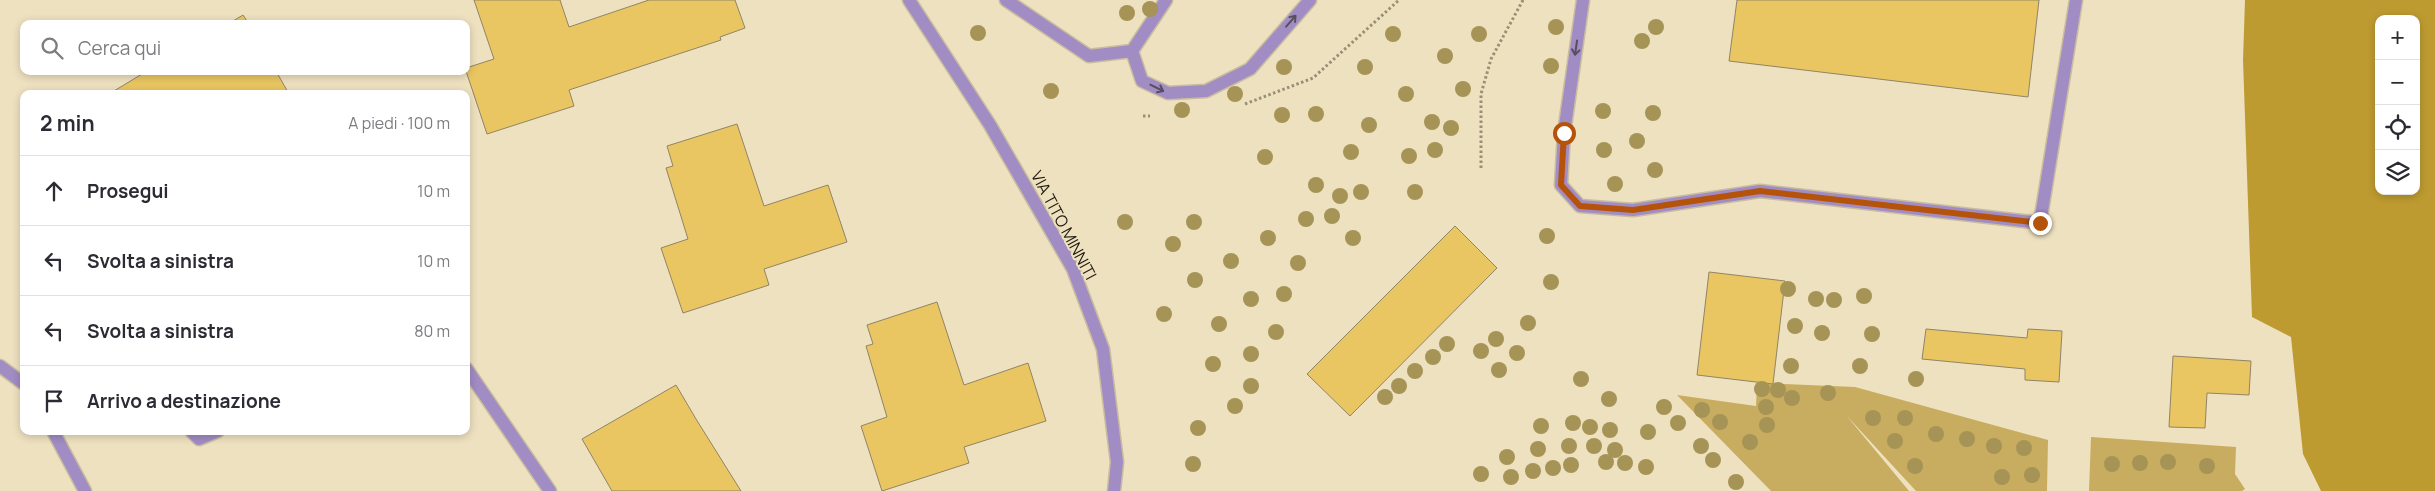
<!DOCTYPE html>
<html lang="it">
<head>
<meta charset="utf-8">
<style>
  :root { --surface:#fff; --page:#f7f7f7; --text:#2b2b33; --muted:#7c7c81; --line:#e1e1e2 }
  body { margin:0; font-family:Manrope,sans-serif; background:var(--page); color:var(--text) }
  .controls { position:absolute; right:15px; top:15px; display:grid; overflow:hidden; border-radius:10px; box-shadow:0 2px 8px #0003 }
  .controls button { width:45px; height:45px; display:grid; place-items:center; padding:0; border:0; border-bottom:1px solid var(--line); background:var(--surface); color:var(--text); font:25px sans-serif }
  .stop { position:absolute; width:15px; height:15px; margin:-11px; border:4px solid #b45309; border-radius:50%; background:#fff }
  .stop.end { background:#b45309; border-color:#fff; box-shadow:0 1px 5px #0008 }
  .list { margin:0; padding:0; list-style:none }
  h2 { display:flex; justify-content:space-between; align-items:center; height:65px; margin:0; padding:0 20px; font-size:21px }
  h2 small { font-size:16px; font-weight:400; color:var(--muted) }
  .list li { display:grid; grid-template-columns:32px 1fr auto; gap:15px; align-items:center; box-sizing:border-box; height:70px; padding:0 20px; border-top:1px solid var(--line) }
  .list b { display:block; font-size:19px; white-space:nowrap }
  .list em { font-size:16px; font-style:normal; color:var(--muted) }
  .icon { flex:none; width:28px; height:28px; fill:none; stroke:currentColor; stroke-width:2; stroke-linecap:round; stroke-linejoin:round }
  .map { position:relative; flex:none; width:2435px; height:491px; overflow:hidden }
  .search { position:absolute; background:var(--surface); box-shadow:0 2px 8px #0003; left:20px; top:20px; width:450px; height:55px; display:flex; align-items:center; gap:12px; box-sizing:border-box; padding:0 18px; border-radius:10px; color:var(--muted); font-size:19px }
  .panel { position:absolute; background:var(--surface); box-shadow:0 2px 8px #0003; left:20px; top:90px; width:450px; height:345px; border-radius:10px }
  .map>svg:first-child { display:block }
  .green { fill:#c8ac5f }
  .water { fill:#be9b31; fill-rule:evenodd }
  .building { fill:#eac662; stroke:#908466 }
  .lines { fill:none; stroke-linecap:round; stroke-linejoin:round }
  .minor-casing { stroke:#c9bda0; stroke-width:15 }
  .path { stroke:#988f77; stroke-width:3; stroke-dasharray:2.5 2.5; stroke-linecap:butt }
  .minor { stroke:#a18cc4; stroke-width:12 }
  .tree { fill:#a69356 }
  .oneway { stroke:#594d60 }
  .route { stroke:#b45309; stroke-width:6 }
  .labels { text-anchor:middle; stroke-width:4; stroke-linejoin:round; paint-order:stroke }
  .street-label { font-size:16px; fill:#1e1a0e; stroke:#eee1c0 }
</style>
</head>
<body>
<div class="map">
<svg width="2435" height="491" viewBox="0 0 2435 491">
  <rect width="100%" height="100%" fill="#eee1c0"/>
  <g class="green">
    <path d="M1757 383 1855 387 2048 440 2047 491H1916L1846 415 1909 491H1771L1677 395 1756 406Z"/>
    <path d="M2091 437 2236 447 2235 474 2245 489 2242 491H2089Z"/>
  </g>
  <path class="water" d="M2245 0H2435V491H2321L2303 454 2291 337 2252 317 2243 60ZM2379 19H2416V191H2379Z"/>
  <g class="building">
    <path d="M474 0H560L569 27 649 0H735L745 28 720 37 721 40 569 90 574 106 487 134 466 71V68L494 59Z"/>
    <path d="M1737 0H2039L2028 97 1729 61Z"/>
    <path d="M243 15 249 24H228Z"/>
    <path d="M147 71H276L289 94H109Z"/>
    <path d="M737 124 764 206 828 185 847 242 764 269 769 285 683 313 661 248 688 239 666 168 673 166 667 146Z"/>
    <path d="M1455 226 1497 268 1350 416 1307 374Z"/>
    <path d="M1709 272 1785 281 1773 384 1697 375Z"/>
    <path d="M937 302 964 385 1028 363 1046 421 964 447 969 463 882 491 861 426 887 417 866 346 873 344 867 325Z"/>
    <path d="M1926 329 2027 338 2028 329 2062 331 2059 382 2025 380V369L1922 359Z"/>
    <path d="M2173 356 2251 361 2249 395 2207 393 2205 428 2169 427Z"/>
    <path d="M676 385 696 419 741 491H612L582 439Z"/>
  </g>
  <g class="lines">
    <defs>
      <g id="minor">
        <path d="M909 0 990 125 1073 269 1103 349 1117 462 1114 491"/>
        <path d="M1006 0 1089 56 1132 51 1166 0"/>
        <path d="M1583 0 1564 133 1561 185 1580 206 1633 210 1760 191 2040 223 2076 0"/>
        <path d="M1132 51 1142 81 1168 93 1206 91 1250 69 1310 0"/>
        <path d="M0 366 24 384"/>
        <path d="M466 368 550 491"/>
        <path d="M53 431 85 491"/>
        <path d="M191 431 199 439 218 431"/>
      </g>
    </defs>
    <use href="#minor" class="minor-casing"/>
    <g class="path">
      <path d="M1245 104 1313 78 1399 0"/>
      <path d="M1143 116H1150"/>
      <path d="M1481 168V94L1491 59 1523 0"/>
    </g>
    <use href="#minor" class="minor"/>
  </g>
  <g class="tree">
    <circle cx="1150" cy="9" r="8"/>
    <circle cx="1127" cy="13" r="8"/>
    <circle cx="1556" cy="27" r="8"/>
    <circle cx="1656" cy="27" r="8"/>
    <circle cx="978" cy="33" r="8"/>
    <circle cx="1393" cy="34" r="8"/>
    <circle cx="1479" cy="34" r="8"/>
    <circle cx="1642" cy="41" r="8"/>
    <circle cx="1445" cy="56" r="8"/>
    <circle cx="1551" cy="66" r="8"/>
    <circle cx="1284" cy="67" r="8"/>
    <circle cx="1365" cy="67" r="8"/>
    <circle cx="1463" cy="89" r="8"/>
    <circle cx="1051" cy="91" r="8"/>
    <circle cx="1235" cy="94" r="8"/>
    <circle cx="1406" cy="94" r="8"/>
    <circle cx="1182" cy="110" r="8"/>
    <circle cx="1603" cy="111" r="8"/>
    <circle cx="1653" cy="113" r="8"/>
    <circle cx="1316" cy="114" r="8"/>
    <circle cx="1282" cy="115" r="8"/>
    <circle cx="1432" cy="122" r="8"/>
    <circle cx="1369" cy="125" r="8"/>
    <circle cx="1451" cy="128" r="8"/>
    <circle cx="1637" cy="141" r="8"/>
    <circle cx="1435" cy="150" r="8"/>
    <circle cx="1604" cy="150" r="8"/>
    <circle cx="1351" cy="152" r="8"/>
    <circle cx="1409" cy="156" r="8"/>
    <circle cx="1265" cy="157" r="8"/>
    <circle cx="1655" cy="170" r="8"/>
    <circle cx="1615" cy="184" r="8"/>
    <circle cx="1316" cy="185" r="8"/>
    <circle cx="1361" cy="192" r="8"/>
    <circle cx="1415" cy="192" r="8"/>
    <circle cx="1340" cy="196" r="8"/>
    <circle cx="1332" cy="216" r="8"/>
    <circle cx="1306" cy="219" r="8"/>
    <circle cx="1125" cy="222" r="8"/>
    <circle cx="1194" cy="222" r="8"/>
    <circle cx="1547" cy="236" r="8"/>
    <circle cx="1268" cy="238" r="8"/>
    <circle cx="1353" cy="238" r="8"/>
    <circle cx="1173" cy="244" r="8"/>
    <circle cx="1231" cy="261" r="8"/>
    <circle cx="1298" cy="263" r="8"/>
    <circle cx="1195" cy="280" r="8"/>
    <circle cx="1551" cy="282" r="8"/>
    <circle cx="1788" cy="289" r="8"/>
    <circle cx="1284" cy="294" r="8"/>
    <circle cx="1864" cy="296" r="8"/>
    <circle cx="1251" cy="299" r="8"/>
    <circle cx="1816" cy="299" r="8"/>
    <circle cx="1834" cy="300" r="8"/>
    <circle cx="1164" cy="314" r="8"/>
    <circle cx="1528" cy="323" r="8"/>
    <circle cx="1219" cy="324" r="8"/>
    <circle cx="1795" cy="326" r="8"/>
    <circle cx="1276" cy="332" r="8"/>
    <circle cx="1822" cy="333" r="8"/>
    <circle cx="1872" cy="334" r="8"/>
    <circle cx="1496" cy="339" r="8"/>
    <circle cx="1447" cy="344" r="8"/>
    <circle cx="1481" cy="351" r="8"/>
    <circle cx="1517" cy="353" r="8"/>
    <circle cx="1251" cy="354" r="8"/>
    <circle cx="1433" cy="357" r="8"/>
    <circle cx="1213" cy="364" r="8"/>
    <circle cx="1791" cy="366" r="8"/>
    <circle cx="1860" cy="366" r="8"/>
    <circle cx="1499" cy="370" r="8"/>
    <circle cx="1415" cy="371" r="8"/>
    <circle cx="1581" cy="379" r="8"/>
    <circle cx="1916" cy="379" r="8"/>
    <circle cx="1251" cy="386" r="8"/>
    <circle cx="1399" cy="386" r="8"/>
    <circle cx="1762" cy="389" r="8"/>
    <circle cx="1778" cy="390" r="8"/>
    <circle cx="1828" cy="393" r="8"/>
    <circle cx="1385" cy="397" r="8"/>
    <circle cx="1792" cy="398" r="8"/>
    <circle cx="1609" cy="399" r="8"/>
    <circle cx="1235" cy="406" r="8"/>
    <circle cx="1664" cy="407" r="8"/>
    <circle cx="1766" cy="407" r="8"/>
    <circle cx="1702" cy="410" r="8"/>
    <circle cx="1873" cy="418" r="8"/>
    <circle cx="1905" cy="418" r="8"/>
    <circle cx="1720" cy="422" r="8"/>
    <circle cx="1573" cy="423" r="8"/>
    <circle cx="1678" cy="423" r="8"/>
    <circle cx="1767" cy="425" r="8"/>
    <circle cx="1541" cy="426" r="8"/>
    <circle cx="1590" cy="427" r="8"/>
    <circle cx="1198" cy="428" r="8"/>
    <circle cx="1610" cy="430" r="8"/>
    <circle cx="1648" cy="432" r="8"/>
    <circle cx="1936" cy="434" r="8"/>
    <circle cx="1967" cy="439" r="8"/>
    <circle cx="1895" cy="441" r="8"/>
    <circle cx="1750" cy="442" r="8"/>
    <circle cx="1569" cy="446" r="8"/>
    <circle cx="1594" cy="446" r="8"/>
    <circle cx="1701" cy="446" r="8"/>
    <circle cx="1994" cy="446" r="8"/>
    <circle cx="2024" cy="448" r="8"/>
    <circle cx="1538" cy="449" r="8"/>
    <circle cx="1615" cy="450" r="8"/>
    <circle cx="1507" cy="457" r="8"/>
    <circle cx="1713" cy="460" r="8"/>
    <circle cx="1606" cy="462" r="8"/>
    <circle cx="2168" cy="462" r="8"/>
    <circle cx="1625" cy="463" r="8"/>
    <circle cx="2140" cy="463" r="8"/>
    <circle cx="1193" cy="464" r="8"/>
    <circle cx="2112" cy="464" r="8"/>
    <circle cx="1571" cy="465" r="8"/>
    <circle cx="1915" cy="466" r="8"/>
    <circle cx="2207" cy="466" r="8"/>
    <circle cx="1646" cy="467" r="8"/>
    <circle cx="1553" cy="468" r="8"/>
    <circle cx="1533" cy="471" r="8"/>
    <circle cx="1481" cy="474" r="8"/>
    <circle cx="2032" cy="475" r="8"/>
    <circle cx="1511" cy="477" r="8"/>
    <circle cx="2002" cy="477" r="8"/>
    <circle cx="1736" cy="482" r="8"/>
  </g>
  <defs><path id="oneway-shaft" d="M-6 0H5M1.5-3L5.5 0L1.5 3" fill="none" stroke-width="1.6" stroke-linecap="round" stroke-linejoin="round" transform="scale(1.25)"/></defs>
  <g class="oneway">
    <use href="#oneway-shaft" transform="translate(1291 21) rotate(-49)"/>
    <use href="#oneway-shaft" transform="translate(1576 48) rotate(98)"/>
    <use href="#oneway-shaft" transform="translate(1157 88) rotate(26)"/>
  </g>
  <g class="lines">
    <path class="route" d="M1564 133 1561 185 1580 206 1633 210 1760 191 2040 223"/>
  </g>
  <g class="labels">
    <g class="street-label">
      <text transform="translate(1064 225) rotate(62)" y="6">VIA TITO MINNITI</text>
    </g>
  </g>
</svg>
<div class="controls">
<button>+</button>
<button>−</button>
<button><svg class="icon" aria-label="locate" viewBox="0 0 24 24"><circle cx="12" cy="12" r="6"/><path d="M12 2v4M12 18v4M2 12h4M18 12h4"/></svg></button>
<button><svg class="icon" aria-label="layers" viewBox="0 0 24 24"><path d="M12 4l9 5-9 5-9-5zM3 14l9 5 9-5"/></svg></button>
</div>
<div class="stop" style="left:1564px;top:133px"></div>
<div class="stop end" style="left:2040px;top:223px"></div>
<div class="search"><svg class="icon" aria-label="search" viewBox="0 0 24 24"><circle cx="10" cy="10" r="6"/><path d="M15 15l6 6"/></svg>Cerca qui</div>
<section class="panel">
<h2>2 min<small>A piedi · 100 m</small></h2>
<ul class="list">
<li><svg class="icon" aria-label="ahead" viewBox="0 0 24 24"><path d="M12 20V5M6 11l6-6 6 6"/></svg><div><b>Prosegui</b></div><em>10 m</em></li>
<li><svg class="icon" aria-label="left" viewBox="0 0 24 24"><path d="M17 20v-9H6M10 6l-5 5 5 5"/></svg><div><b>Svolta a sinistra</b></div><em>10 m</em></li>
<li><svg class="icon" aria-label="left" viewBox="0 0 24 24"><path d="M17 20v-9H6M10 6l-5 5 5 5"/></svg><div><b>Svolta a sinistra</b></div><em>80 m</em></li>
<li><svg class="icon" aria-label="arrive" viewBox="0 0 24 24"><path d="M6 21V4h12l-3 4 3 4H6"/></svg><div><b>Arrivo a destinazione</b></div></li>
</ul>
</section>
</div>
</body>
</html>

+--

» Your instructions
Which lines above hold the string "linecap"? Copy each of them.

» Result of this task
  .icon { flex:none; width:28px; height:28px; fill:none; stroke:currentColor; stroke-width:2; stroke-linecap:round; stroke-linejoin:round }
  .lines { fill:none; stroke-linecap:round; stroke-linejoin:round }
  .path { stroke:#988f77; stroke-width:3; stroke-dasharray:2.5 2.5; stroke-linecap:butt }
  <defs><path id="oneway-shaft" d="M-6 0H5M1.5-3L5.5 0L1.5 3" fill="none" stroke-width="1.6" stroke-linecap="round" stroke-linejoin="round" transform="scale(1.25)"/></defs>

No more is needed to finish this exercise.